PORTLAND, Ore. -- On Your Side Investigator Anna Canzano has uncovered a long list of complaints against a service many people's elderly parents or disabled riders use to get around.
She began looking into this after KATU News reported Thursday on a great-grandmother left at an abandoned building in Beaverton with no cellphone and no way of contacting her family.
The vehicles in question are marked and branded as TriMet buses or vans, but they're actually operated by drivers of the company First Transit based in Cleveland, Ohio. TriMet spokeswoman Mary Fetsch told Canzano the agency has contracted with First Transit since February 2011 to serve the elderly and disabled.
Fetsch also told Canzano via email another incident KATU News reported last July involved a First Transit driver -- a 58-year-old woman with cerebral palsy dropped at a hair salon in Portland. Her disability made it impossible for her to tell the driver she was supposed to go home, not to the hair salon.
Portland attorney Devin Robinson says it scares him to hear about situations like these.
"It's just a matter of responsibility and when you are putting the public at risk, it's just not right."

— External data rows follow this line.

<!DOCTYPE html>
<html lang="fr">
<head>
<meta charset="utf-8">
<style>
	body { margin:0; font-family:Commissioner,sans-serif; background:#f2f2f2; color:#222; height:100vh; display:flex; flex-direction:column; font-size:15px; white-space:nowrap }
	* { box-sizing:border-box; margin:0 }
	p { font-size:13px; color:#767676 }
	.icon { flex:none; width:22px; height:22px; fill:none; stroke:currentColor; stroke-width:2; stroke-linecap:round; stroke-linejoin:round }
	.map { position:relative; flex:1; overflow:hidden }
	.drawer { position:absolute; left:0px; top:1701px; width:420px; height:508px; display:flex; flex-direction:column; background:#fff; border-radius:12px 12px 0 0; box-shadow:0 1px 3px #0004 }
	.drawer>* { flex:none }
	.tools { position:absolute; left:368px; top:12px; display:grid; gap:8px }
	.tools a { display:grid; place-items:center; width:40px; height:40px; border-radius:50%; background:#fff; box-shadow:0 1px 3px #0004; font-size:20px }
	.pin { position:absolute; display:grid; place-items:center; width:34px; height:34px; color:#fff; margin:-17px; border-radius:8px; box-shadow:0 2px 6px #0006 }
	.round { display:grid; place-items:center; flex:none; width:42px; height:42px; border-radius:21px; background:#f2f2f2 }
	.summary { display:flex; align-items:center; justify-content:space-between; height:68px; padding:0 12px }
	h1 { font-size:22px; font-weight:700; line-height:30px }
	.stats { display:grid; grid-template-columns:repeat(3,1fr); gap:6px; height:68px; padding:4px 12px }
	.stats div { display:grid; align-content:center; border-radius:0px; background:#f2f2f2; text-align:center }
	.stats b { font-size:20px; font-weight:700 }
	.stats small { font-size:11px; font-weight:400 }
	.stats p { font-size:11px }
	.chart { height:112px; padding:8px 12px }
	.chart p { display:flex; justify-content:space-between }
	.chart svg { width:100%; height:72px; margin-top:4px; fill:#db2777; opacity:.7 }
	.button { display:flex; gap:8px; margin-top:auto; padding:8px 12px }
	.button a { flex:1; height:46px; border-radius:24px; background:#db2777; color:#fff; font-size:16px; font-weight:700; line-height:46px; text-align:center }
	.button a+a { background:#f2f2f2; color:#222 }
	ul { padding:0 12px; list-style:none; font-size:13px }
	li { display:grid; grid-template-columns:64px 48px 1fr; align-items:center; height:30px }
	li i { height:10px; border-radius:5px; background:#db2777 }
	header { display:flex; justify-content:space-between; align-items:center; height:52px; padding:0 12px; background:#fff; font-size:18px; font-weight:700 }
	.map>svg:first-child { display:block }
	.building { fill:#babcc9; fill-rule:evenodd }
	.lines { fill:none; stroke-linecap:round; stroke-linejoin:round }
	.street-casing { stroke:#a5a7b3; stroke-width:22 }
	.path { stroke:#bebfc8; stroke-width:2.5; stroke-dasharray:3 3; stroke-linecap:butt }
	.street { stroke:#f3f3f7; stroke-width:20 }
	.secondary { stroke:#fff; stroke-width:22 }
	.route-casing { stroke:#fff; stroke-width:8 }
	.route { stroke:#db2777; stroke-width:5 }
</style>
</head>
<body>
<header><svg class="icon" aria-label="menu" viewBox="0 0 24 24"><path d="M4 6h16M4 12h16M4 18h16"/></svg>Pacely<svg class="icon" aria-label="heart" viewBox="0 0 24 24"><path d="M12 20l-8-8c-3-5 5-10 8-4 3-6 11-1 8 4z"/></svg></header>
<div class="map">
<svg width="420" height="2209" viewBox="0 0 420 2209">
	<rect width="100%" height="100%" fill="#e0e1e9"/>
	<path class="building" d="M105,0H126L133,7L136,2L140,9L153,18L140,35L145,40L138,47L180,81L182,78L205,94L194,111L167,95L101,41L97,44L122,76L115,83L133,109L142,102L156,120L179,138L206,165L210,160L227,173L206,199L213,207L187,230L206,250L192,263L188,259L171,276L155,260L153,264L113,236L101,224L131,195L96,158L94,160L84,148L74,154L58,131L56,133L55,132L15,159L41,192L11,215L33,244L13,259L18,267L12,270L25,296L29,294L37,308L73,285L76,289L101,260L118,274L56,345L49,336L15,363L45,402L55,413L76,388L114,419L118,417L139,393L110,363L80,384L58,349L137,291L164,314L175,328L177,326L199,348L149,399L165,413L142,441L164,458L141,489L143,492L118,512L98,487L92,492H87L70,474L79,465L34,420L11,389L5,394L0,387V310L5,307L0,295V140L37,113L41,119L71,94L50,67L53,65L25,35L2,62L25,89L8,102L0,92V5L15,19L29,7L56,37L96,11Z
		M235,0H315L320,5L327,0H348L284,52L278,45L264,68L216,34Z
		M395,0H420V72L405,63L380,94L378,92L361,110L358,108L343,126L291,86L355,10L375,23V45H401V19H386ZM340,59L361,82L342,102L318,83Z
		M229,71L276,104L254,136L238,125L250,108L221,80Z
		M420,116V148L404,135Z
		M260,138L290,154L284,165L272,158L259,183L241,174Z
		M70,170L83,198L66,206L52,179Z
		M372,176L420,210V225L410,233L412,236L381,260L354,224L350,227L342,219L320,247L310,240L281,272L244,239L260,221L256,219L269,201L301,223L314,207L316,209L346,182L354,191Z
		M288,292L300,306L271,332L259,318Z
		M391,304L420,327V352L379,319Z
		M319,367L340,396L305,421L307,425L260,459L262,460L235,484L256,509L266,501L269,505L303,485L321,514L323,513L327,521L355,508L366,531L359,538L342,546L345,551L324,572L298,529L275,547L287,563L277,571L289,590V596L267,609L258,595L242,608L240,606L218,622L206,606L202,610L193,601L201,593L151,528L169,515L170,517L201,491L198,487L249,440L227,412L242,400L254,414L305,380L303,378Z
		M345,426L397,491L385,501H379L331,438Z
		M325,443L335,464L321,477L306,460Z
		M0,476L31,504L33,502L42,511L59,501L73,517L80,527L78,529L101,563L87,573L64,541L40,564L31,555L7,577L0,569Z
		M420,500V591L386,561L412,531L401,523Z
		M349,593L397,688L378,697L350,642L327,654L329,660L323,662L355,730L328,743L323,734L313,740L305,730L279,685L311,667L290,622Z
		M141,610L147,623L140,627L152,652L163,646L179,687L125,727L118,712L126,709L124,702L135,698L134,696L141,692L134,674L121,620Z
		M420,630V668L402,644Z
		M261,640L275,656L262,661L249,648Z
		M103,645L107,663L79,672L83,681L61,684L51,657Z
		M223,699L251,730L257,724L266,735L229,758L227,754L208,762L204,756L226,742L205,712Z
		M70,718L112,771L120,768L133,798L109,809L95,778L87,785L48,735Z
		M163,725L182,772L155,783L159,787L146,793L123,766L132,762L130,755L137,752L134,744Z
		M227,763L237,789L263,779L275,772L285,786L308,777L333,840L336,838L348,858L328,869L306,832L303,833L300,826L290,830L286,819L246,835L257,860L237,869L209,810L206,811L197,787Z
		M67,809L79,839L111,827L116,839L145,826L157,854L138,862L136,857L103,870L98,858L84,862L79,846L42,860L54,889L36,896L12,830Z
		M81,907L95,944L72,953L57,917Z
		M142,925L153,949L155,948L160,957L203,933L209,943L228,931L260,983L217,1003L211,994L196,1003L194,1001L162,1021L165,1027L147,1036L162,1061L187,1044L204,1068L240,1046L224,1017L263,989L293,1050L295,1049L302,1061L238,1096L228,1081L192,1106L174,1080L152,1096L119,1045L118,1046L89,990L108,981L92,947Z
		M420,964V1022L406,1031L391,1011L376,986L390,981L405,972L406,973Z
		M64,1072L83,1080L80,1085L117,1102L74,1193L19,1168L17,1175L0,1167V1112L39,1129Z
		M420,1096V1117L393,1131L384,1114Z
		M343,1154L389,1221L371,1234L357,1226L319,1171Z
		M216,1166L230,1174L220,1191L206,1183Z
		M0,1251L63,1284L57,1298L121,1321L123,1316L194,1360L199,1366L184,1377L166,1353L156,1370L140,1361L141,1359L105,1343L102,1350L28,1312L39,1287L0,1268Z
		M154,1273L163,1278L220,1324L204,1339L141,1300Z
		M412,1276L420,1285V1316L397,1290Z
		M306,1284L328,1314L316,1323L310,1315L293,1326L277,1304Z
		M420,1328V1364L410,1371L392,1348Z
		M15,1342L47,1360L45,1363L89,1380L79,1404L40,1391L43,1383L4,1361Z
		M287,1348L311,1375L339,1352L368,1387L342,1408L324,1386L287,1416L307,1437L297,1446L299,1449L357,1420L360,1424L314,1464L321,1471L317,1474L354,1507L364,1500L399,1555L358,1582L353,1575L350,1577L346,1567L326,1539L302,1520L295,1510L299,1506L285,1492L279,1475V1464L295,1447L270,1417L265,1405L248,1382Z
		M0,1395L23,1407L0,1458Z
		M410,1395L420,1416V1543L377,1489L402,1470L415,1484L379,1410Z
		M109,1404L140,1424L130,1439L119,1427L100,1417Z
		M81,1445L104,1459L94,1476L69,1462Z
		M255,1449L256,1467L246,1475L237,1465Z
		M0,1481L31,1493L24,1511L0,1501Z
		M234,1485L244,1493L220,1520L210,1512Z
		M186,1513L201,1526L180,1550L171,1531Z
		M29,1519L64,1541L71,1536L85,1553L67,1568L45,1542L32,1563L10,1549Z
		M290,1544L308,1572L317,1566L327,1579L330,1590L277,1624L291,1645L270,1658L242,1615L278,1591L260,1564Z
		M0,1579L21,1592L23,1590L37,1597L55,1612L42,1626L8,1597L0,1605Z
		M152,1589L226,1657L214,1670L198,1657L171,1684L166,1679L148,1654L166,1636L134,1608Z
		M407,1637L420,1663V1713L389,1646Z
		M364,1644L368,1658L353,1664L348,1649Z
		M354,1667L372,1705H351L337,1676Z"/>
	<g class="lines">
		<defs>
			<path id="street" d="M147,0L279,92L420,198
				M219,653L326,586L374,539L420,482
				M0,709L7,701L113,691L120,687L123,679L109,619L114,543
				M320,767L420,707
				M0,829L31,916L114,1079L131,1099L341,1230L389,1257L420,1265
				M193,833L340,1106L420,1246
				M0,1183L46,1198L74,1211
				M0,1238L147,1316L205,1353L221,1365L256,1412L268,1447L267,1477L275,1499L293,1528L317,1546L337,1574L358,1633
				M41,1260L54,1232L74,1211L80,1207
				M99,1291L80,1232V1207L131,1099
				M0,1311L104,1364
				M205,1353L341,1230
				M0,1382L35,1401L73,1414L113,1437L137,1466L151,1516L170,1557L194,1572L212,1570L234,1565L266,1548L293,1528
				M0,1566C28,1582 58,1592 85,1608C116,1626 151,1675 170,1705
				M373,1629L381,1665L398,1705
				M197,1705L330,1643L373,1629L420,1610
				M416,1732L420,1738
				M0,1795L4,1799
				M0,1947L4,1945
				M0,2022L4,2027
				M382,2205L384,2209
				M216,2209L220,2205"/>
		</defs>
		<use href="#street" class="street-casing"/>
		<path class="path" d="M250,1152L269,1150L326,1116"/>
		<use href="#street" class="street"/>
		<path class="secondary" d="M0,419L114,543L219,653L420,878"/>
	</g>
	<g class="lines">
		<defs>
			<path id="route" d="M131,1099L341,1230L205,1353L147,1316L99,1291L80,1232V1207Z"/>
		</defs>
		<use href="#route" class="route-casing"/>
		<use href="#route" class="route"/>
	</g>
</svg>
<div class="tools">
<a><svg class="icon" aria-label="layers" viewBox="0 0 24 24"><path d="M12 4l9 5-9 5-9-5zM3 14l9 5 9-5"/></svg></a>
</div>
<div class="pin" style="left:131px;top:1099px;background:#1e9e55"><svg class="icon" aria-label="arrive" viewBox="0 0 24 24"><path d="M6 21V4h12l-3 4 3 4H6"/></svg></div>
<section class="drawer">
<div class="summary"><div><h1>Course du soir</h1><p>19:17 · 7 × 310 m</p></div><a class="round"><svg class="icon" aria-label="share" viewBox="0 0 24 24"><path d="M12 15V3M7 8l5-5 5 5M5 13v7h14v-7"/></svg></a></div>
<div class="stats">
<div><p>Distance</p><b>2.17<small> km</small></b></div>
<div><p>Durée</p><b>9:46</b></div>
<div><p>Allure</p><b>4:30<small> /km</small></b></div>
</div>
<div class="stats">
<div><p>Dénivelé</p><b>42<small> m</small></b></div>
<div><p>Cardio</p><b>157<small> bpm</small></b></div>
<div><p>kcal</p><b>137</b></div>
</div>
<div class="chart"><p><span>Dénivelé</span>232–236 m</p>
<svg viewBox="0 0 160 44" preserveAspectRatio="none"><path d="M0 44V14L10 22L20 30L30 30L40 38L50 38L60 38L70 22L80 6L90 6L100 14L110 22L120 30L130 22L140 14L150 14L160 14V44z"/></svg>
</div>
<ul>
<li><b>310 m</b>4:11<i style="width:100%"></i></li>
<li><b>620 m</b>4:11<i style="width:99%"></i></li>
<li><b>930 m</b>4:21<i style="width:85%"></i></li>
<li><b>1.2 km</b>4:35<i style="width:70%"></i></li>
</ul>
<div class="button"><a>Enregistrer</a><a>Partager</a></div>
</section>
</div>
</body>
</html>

Robinson sued First Transit in 2012 on behalf of a woman who got hurt trying to get to the Burlington Coat Factory in Happy Valley. She too was riding one a lift bus.
"The driver missed the driveway and instead of doing what reasonable folks would do which would be to drive around the block or find a safe place to turn around, he decided to just hop it over the curb," said Robinson.
Canzano found 23 negligence or personal injury lawsuits filed against First Transit in Oregon. Another case involved a First Transit driver impatient with traffic hopping a curb and injuring a wheelchair-bound passenger onboard. Yet another involved a First Transit driver rear-ending someone because they were distracted by their communication with a dispatcher.
It's a pattern of problems Robinson believes should be exposed and addressed.
"I hope this is something (First Transit) will take a look at and make sure they're not putting already vulnerable members of the public at even further risk."
Fetsch told Canzano TriMet continually monitors the performance of First Transit related to safety, on-time performance and customer service, but has yet to respond to Canzano's questions about precisely how that monitoring takes place and whether a system is in place to do so.
First Transit spokeswoman Stephanie Creech told Canzano Friday via email the Beaverton incident involving the 92-year-old woman is the subject of an ongoing internal investigation but would not offer a timeline for the investigation. Creech also refused to release the driver's name or any details about the driver's performance record with the company.